__Work item__: Word for word, restate the lines of the material below from its first line through the one containing "position:relative; flex:1; overflow:hidden". Omit the rest.

__Record set__:

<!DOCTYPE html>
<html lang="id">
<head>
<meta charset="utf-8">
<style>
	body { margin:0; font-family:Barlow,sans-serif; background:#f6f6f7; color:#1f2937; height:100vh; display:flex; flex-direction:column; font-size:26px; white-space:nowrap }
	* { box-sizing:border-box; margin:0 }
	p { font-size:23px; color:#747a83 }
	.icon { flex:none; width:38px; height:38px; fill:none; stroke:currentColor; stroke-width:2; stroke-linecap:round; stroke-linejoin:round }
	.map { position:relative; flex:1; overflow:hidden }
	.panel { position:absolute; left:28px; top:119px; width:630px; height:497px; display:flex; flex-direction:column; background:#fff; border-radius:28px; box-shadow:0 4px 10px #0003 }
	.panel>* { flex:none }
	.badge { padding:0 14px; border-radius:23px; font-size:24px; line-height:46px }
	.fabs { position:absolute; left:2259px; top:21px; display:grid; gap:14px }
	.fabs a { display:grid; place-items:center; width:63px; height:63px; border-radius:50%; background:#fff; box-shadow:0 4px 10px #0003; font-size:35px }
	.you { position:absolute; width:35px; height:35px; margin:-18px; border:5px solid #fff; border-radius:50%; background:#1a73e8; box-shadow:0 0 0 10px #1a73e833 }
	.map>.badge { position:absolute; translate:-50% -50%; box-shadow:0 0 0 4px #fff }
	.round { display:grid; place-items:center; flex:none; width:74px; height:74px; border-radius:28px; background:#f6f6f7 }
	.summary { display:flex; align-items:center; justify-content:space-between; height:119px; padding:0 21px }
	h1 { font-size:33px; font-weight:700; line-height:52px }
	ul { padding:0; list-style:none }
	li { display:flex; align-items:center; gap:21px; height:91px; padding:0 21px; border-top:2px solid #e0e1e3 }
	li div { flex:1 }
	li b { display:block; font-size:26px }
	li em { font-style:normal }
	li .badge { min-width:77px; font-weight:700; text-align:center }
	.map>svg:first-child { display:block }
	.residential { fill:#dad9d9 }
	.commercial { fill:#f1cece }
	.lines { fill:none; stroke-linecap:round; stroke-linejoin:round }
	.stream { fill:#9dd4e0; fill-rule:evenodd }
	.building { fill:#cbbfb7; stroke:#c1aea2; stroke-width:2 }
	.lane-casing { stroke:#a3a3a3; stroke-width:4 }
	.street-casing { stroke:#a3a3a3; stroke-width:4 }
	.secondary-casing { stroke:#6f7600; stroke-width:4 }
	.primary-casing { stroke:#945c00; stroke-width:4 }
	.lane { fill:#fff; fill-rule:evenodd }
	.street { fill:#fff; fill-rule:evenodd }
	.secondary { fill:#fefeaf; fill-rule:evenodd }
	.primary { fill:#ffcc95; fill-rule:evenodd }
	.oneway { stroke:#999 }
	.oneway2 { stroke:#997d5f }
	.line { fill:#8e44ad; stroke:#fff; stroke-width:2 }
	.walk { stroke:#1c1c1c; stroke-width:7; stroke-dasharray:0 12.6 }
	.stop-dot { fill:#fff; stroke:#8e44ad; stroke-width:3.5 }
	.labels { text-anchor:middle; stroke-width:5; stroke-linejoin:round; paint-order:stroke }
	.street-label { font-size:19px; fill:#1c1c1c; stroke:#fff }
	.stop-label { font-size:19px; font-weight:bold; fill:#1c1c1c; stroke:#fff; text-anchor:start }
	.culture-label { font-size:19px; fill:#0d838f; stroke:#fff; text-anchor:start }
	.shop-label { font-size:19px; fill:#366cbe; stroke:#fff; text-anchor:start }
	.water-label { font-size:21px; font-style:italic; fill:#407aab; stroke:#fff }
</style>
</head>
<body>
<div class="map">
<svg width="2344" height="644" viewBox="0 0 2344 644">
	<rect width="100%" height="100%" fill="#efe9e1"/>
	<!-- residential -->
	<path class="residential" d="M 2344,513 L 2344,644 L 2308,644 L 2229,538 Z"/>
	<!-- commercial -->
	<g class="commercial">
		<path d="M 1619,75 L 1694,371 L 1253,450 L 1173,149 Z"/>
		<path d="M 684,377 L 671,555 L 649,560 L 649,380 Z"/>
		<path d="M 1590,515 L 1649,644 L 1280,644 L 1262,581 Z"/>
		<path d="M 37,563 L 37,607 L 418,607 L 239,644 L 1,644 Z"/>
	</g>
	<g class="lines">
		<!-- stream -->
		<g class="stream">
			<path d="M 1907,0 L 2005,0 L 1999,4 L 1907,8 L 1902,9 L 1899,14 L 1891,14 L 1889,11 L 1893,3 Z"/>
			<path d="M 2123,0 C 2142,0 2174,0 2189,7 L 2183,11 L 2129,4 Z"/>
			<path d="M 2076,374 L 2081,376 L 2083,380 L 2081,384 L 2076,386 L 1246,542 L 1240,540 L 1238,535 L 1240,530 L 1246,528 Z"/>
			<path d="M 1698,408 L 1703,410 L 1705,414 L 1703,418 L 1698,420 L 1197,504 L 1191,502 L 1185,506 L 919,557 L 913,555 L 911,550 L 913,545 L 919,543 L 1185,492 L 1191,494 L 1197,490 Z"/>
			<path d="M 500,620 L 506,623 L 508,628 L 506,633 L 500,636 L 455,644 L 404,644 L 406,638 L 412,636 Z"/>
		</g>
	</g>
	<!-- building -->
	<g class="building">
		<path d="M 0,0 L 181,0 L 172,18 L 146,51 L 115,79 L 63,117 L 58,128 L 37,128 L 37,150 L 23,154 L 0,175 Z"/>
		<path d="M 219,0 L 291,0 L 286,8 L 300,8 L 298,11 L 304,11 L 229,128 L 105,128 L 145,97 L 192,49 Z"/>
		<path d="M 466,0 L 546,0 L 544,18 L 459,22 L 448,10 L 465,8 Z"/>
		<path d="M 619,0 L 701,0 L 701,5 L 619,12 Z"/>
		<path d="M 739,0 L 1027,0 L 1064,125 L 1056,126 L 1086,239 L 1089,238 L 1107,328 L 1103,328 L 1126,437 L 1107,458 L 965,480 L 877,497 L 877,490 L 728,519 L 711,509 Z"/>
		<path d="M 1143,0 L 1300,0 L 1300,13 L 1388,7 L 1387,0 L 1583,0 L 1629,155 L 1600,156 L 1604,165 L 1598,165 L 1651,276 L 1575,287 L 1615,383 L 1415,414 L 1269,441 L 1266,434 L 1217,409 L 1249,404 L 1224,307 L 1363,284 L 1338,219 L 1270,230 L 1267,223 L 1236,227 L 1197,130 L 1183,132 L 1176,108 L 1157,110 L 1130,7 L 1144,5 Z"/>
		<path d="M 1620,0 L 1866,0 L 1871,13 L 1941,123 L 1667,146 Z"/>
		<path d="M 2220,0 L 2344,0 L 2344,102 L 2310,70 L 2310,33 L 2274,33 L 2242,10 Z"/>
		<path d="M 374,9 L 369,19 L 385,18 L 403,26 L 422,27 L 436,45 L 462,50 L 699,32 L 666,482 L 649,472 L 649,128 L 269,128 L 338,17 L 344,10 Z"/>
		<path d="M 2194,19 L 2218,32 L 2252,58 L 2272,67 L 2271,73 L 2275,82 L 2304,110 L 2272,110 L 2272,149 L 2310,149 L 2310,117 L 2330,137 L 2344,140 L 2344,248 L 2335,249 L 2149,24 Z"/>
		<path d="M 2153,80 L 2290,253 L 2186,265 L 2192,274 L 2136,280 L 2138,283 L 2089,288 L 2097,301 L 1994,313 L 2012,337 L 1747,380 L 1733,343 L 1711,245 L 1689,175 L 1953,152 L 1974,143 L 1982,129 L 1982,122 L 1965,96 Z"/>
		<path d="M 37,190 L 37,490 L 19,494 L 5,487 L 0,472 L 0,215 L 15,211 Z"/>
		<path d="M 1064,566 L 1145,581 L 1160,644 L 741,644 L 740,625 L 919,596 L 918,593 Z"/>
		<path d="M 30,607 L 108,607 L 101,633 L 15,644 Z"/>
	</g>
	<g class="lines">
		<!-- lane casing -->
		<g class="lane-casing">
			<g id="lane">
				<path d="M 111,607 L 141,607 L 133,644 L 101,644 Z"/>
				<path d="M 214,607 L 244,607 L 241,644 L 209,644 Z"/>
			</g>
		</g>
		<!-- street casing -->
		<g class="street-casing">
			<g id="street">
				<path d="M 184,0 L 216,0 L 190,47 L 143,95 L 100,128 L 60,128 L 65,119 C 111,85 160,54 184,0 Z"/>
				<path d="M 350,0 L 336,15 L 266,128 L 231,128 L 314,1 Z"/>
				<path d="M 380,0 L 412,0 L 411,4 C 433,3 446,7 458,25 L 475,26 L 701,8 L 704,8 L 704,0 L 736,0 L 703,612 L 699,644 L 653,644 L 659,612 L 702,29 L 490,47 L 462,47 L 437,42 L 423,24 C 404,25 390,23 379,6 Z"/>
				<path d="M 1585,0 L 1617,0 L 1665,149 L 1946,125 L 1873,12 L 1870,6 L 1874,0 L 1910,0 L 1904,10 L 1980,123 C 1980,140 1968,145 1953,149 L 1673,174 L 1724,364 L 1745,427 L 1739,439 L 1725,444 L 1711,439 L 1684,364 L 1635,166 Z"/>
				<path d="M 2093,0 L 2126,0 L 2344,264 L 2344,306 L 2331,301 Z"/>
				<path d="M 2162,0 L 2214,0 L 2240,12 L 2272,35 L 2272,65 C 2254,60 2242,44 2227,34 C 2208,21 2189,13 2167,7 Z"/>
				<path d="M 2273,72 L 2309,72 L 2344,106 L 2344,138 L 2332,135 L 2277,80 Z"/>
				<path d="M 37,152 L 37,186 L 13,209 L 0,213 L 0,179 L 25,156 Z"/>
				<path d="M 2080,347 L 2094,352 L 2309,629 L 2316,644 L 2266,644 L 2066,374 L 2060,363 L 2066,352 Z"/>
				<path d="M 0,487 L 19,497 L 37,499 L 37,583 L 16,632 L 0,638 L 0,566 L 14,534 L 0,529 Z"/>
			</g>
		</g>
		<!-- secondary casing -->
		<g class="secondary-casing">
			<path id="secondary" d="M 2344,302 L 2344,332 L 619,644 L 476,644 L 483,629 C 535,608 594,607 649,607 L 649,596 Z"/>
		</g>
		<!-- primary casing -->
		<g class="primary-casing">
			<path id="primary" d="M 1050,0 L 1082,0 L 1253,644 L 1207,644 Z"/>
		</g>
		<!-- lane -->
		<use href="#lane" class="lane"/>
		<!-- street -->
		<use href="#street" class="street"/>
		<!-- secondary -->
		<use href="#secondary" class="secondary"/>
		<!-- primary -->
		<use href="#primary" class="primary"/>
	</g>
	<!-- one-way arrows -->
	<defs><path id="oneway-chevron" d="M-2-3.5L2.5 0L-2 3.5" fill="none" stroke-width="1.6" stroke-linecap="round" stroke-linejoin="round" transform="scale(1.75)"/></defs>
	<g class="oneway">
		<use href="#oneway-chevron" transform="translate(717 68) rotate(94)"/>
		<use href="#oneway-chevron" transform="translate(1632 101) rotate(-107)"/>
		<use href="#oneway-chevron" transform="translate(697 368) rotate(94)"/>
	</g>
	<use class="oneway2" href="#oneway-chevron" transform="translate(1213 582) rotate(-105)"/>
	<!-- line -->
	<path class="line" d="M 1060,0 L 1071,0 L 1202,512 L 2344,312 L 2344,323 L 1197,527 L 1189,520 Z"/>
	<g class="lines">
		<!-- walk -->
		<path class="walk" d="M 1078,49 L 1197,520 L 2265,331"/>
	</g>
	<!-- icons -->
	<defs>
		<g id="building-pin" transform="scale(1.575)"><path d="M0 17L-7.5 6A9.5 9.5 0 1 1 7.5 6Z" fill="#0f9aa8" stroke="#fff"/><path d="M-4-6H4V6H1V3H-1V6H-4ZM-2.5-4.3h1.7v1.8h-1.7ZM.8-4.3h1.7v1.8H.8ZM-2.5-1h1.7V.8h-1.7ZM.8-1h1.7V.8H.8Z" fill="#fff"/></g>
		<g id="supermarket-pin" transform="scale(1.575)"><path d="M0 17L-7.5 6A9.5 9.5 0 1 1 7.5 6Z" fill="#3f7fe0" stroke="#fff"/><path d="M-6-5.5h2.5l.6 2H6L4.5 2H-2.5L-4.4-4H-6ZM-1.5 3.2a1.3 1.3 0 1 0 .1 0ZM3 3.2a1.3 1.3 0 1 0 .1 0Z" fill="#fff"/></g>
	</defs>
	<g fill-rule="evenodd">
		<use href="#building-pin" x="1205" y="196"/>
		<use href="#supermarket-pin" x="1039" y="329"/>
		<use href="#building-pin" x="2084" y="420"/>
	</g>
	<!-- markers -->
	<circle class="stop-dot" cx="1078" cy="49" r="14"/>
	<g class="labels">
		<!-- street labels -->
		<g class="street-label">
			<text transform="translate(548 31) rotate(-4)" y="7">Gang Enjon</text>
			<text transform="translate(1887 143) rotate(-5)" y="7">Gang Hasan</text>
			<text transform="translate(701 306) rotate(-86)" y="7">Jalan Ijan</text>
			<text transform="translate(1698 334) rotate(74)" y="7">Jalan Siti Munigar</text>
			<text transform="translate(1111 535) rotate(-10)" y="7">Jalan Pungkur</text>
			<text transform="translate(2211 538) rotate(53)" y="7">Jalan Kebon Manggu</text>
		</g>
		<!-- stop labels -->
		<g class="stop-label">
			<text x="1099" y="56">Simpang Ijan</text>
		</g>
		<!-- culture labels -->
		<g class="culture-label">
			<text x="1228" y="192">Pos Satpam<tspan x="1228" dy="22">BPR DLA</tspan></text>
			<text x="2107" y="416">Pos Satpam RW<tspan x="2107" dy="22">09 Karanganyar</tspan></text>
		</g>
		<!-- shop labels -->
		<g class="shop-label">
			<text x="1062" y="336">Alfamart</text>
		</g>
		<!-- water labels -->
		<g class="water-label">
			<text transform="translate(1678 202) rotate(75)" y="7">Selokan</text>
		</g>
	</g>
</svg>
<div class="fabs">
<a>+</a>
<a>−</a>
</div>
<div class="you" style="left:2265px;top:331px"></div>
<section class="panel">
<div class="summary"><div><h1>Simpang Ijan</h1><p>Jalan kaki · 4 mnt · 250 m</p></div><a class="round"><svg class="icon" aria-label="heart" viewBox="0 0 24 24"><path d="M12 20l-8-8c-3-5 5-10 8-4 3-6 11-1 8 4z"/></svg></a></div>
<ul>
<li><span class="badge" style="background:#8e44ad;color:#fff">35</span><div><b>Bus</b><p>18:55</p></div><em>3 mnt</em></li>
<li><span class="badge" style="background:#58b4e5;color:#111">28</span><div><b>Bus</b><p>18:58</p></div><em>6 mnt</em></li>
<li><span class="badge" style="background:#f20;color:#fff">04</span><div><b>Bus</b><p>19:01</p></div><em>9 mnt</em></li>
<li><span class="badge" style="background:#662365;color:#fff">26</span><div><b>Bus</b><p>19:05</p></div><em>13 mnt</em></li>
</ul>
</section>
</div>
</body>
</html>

__Written answer__:
<!DOCTYPE html>
<html lang="id">
<head>
<meta charset="utf-8">
<style>
	body { margin:0; font-family:Barlow,sans-serif; background:#f6f6f7; color:#1f2937; height:100vh; display:flex; flex-direction:column; font-size:26px; white-space:nowrap }
	* { box-sizing:border-box; margin:0 }
	p { font-size:23px; color:#747a83 }
	.icon { flex:none; width:38px; height:38px; fill:none; stroke:currentColor; stroke-width:2; stroke-linecap:round; stroke-linejoin:round }
	.map { position:relative; flex:1; overflow:hidden }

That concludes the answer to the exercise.